La France est confrontée à un excédent de vin. Cette offre excédentaire provoque une chute sensible des prix. Pour maintenir les prix à un niveau sain et donner aux viticulteurs la possibilité de s’adapter à l’affaiblissement du marché, le gouvernement investit 200 millions d’euros dans la distillation des excédents en vue d’une utilisation industrielle.
Dans l’actualité : La France, deuxième producteur mondial de vin, est confrontée à une offre excédentaire en raison de l’affaiblissement de la demande intérieure et de la concurrence croissante sur le marché international.
Le gouvernement, soutenu par un fonds européen, tente de « stopper l’effondrement des prix et d’aider les viticulteurs à trouver de nouvelles sources de revenus ». C’est ce qu’a déclaré le ministre de l’Agriculture, Marc Fesneau, lors de la visite d’une distillerie vendredi dernier.
- L’industrie viticole française a surproduit 3 millions d’hectolitres (120 piscines olympiques) cette année. Cela représente 7 % de la production totale de 2022, rapporte le Financial Times. Les excédents concernent principalement les segments de marché les moins chers. Les vins de luxe et le champagne restent très demandés.
- D’une part, le vin perd de sa popularité auprès des jeunes, qui optent davantage pour la bière et les spiritueux, ce qui s’ajoute à une tendance croissante des jeunes à consommer moins d’alcool.
- D’autre part, la concurrence accrue sur le marché international du vin est également citée comme raison de la baisse de la demande.

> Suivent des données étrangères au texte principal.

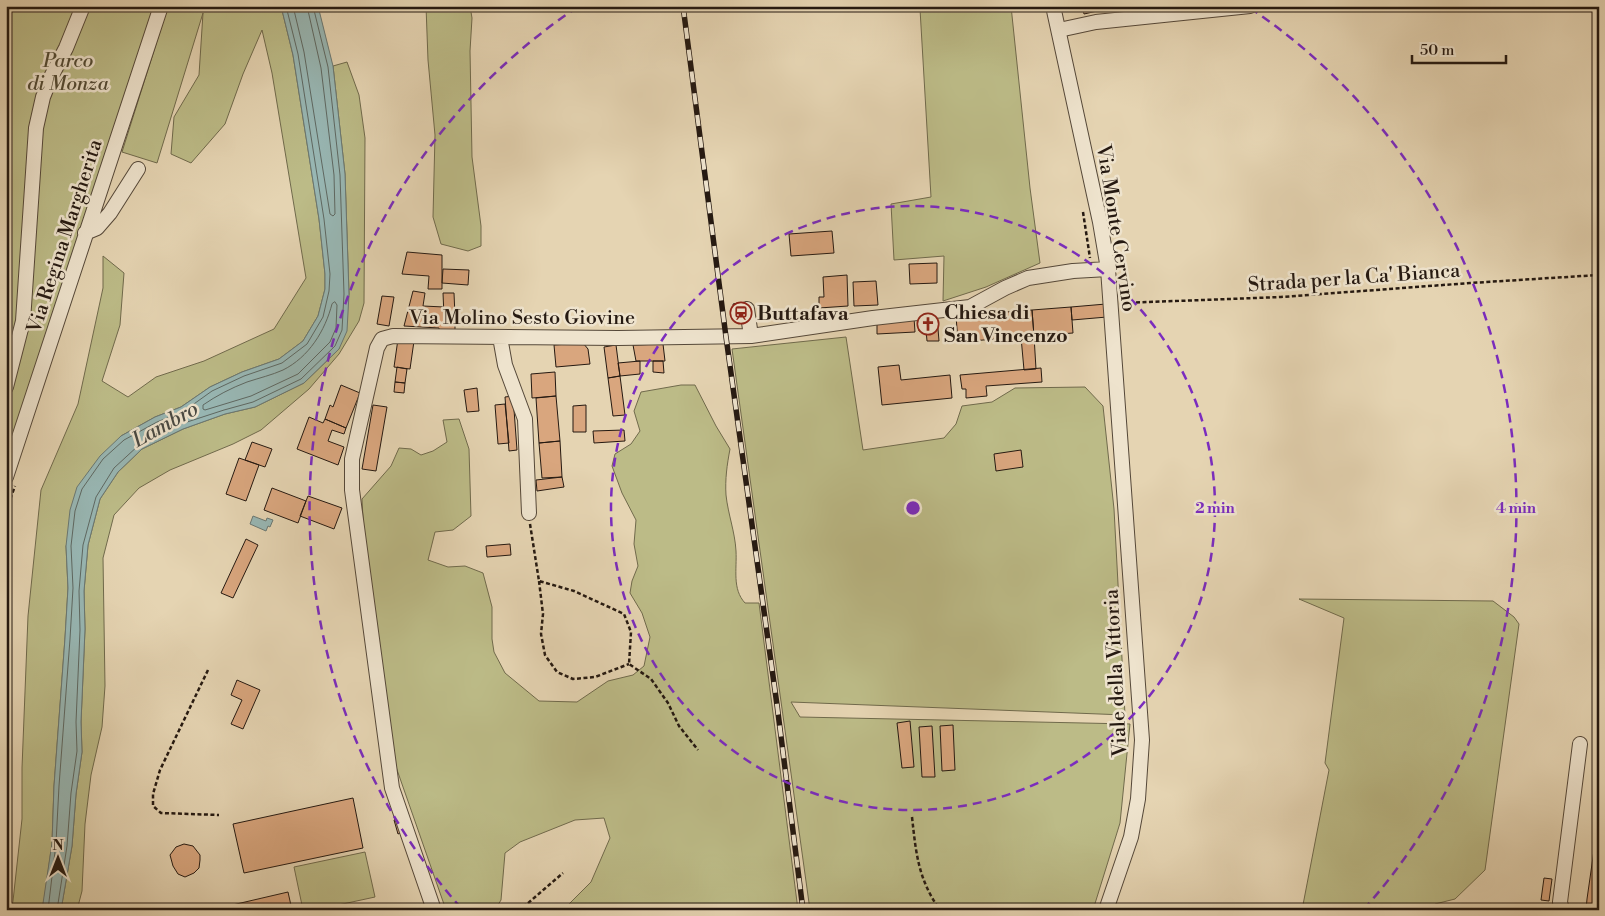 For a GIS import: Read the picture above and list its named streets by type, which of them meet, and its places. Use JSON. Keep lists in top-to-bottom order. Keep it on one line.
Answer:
{"streets":{"street":["Via Monte Cervino","Via Regina Margherita","Via Molino Sesto Giovine","Viale della Vittoria"],"path":["Strada per la Ca' Bianca"]},"crossings":[["Via Monte Cervino","Strada per la Ca' Bianca"],["Via Monte Cervino","Via Molino Sesto Giovine"],["Via Monte Cervino","Viale della Vittoria"]],"water":["Lambro"],"parks":["Parco di Monza"],"places":{"station":["Buttafava"],"church":["Chiesa di San Vincenzo"]},"scale_bar":"50 m","north":"top","rings":["2 min","4 min"]} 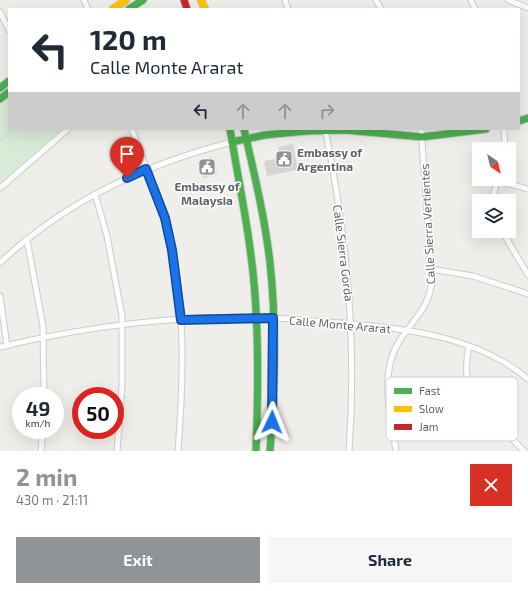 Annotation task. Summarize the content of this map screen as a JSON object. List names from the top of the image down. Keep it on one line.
{"streets":{"street":["Calle Sierra Vertientes","Calle Sierra Gorda","Calle Monte Ararat"]},"crossings":[["Calle Sierra Vertientes","Calle Monte Ararat"],["Calle Sierra Gorda","Calle Monte Ararat"]],"places":{"public building":["Embassy of Argentina","Embassy of Malaysia"]},"legend":["Fast","Slow","Jam"],"north":"bottom right","page":{"turn":["120 m","Calle Monte Ararat"],"speed":"49 km/h","limit":"50","heading":["2 min","430 m · 21:11"],"buttons":["Exit","Share"]}}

- Grâce à une subvention de 200 millions d’euros, contre 160 millions auparavant, le vin sera transformé en éthanol dans les distilleries. Celui-ci sera ensuite vendu à des fins industrielles. Ainsi, tout le produit ne sera pas gaspillé et les viticulteurs conserveront une partie de l’offre restante.

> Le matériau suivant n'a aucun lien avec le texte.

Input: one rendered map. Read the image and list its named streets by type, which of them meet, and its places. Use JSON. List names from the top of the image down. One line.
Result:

- Le plan gouvernemental intervient à l’approche des vendanges. On s’attend à ce que les viticulteurs du Bordelais et du Languedoc soient les principaux bénéficiaires de l’aide.
Changement climatique
- Le gouvernement français propose également une alternative intéressante. Les viticulteurs seront payés pour ne rien faire de leurs terres. Cela permettra également de réduire l’offre et de donner aux champs le temps de se rétablir, ce qui garantira un sol plus nutritif à l’avenir. La création de forêts à partir d’anciens vignobles fait également partie des options envisageables.
- Dans le Bordelais, 1.000 viticulteurs auraient déjà souscrit à ce type d’aide. Cela concerne environ 8 % de la surface cultivée dans cette région. En raison des changements climatiques, les vendanges ont lieu de plus en plus tôt dans l’année.